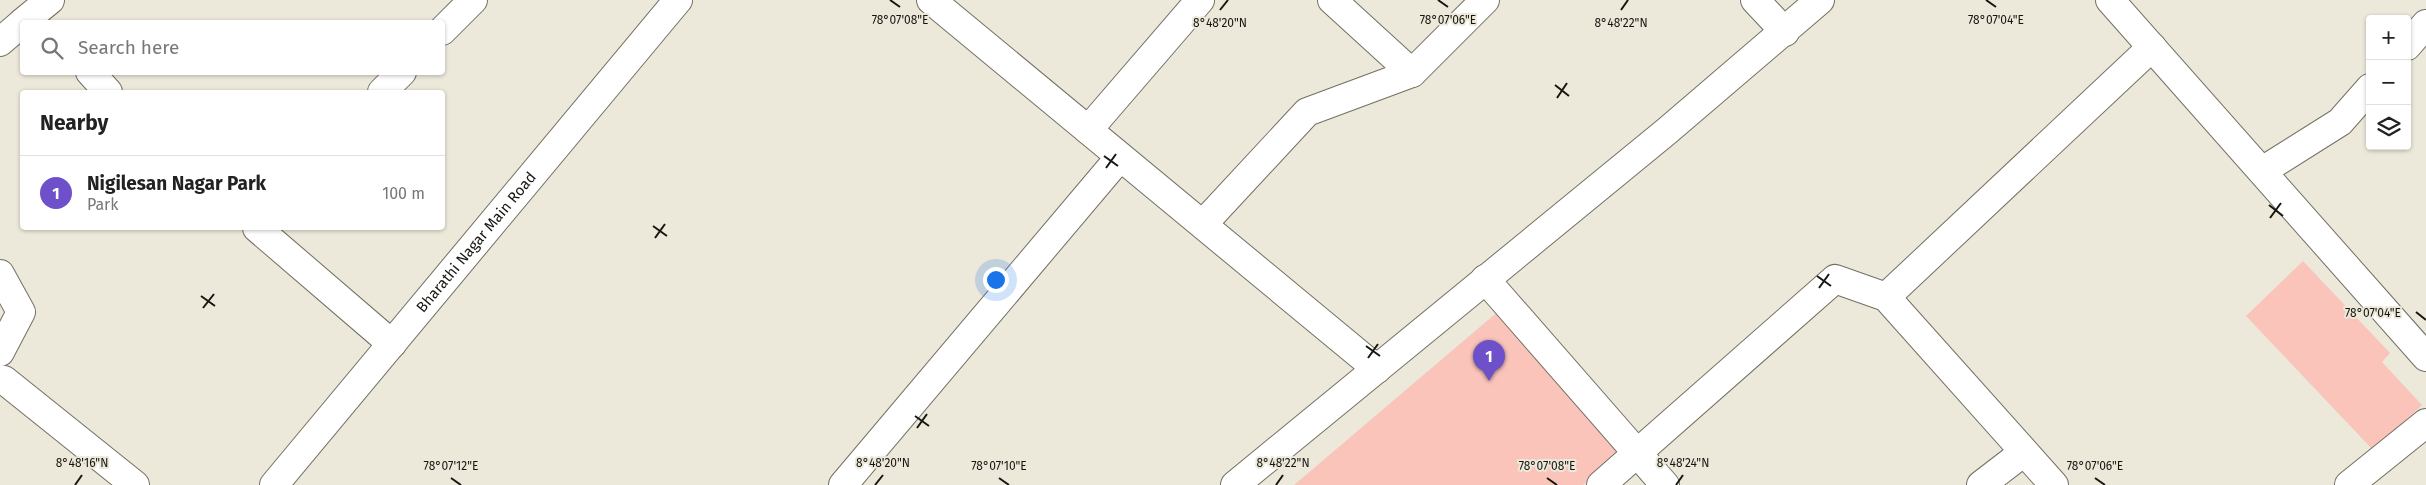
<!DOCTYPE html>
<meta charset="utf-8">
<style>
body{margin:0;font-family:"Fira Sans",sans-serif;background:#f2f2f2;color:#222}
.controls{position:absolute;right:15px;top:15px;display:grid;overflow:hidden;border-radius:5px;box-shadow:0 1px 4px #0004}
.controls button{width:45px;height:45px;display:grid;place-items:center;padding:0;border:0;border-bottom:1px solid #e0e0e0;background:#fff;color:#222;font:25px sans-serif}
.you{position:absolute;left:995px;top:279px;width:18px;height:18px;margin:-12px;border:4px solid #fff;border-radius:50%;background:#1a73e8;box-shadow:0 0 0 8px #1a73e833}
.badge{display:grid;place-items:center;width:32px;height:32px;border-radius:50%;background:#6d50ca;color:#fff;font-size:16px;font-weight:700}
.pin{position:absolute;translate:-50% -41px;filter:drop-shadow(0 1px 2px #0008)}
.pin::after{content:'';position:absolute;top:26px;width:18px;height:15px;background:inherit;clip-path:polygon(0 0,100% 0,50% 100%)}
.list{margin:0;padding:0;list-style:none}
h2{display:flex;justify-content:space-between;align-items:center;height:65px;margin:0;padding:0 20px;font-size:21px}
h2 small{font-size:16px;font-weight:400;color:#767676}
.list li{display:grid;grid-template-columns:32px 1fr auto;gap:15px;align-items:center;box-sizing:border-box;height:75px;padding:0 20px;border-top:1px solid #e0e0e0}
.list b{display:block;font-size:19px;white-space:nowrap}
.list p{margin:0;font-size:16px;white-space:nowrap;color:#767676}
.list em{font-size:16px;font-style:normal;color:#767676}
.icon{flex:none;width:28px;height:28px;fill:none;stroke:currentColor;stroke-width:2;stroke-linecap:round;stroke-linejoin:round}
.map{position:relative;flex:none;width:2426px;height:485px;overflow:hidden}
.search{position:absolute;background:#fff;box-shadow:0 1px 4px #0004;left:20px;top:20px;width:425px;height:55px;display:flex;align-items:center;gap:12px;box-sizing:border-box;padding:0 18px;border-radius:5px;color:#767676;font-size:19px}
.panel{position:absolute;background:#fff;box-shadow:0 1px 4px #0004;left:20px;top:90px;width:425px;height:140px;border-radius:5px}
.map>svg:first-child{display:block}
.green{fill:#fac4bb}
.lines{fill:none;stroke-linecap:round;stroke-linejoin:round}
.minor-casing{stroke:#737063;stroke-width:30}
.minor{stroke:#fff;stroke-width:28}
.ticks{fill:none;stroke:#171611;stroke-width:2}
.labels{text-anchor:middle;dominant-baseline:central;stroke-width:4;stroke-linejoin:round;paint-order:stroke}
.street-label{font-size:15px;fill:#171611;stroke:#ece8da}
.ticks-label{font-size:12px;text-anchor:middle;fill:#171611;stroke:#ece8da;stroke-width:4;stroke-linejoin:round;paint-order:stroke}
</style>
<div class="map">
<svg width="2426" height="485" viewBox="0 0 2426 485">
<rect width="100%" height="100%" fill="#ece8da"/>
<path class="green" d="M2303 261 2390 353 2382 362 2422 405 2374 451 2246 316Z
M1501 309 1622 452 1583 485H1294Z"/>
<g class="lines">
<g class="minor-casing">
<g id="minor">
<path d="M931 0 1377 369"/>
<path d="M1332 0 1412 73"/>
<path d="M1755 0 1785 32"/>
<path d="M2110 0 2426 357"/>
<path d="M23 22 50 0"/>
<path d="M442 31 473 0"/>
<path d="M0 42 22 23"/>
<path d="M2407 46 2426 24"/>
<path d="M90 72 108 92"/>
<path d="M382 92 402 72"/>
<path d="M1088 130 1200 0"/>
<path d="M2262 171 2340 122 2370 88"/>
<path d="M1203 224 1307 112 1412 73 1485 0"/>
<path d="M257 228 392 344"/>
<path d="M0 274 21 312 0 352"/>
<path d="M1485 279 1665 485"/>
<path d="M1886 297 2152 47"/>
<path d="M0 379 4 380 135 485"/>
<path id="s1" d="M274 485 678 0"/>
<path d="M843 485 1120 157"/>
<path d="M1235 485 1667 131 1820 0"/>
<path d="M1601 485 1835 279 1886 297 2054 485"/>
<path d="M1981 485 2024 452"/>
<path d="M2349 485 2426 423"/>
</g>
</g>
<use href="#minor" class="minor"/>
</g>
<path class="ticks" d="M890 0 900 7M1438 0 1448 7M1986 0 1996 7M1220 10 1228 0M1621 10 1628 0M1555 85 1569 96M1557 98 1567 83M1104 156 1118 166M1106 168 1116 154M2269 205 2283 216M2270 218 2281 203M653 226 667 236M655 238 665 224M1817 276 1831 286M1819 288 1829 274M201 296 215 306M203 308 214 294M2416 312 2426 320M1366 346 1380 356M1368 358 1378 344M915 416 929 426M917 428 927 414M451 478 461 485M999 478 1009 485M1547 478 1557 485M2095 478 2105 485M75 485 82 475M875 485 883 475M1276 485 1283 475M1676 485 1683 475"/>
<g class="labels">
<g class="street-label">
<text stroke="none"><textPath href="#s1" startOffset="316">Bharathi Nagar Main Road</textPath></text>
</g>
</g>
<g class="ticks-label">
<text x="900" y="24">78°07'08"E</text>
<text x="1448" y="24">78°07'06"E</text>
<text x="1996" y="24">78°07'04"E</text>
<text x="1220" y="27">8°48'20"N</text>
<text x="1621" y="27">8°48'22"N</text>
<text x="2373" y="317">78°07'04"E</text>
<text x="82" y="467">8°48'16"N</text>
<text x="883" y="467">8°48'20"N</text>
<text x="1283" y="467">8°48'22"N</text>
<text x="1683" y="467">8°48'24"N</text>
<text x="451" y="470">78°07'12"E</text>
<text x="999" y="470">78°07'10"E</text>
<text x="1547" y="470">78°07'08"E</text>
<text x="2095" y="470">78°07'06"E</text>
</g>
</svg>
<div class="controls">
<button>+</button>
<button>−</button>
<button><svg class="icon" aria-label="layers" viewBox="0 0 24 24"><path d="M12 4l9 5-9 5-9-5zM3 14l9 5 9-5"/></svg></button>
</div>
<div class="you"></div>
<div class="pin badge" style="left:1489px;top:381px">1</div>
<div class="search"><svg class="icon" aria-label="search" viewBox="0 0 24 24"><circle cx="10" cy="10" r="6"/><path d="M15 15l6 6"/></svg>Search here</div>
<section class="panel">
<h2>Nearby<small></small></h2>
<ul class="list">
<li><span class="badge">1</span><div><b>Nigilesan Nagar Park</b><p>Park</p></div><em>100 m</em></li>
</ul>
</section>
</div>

_EXERCISE AIM_: Pictures stay out. Repeat only the lines from the beginning of the data through the line that has "solid #fff;border-radius:50%;background:#1a73e8;box-shadow:0 0".

_TASK ANSWER_:
<!DOCTYPE html>
<meta charset="utf-8">
<style>
body{margin:0;font-family:"Fira Sans",sans-serif;background:#f2f2f2;color:#222}
.controls{position:absolute;right:15px;top:15px;display:grid;overflow:hidden;border-radius:5px;box-shadow:0 1px 4px #0004}
.controls button{width:45px;height:45px;display:grid;place-items:center;padding:0;border:0;border-bottom:1px solid #e0e0e0;background:#fff;color:#222;font:25px sans-serif}
.you{position:absolute;left:995px;top:279px;width:18px;height:18px;margin:-12px;border:4px solid #fff;border-radius:50%;background:#1a73e8;box-shadow:0 0 0 8px #1a73e833}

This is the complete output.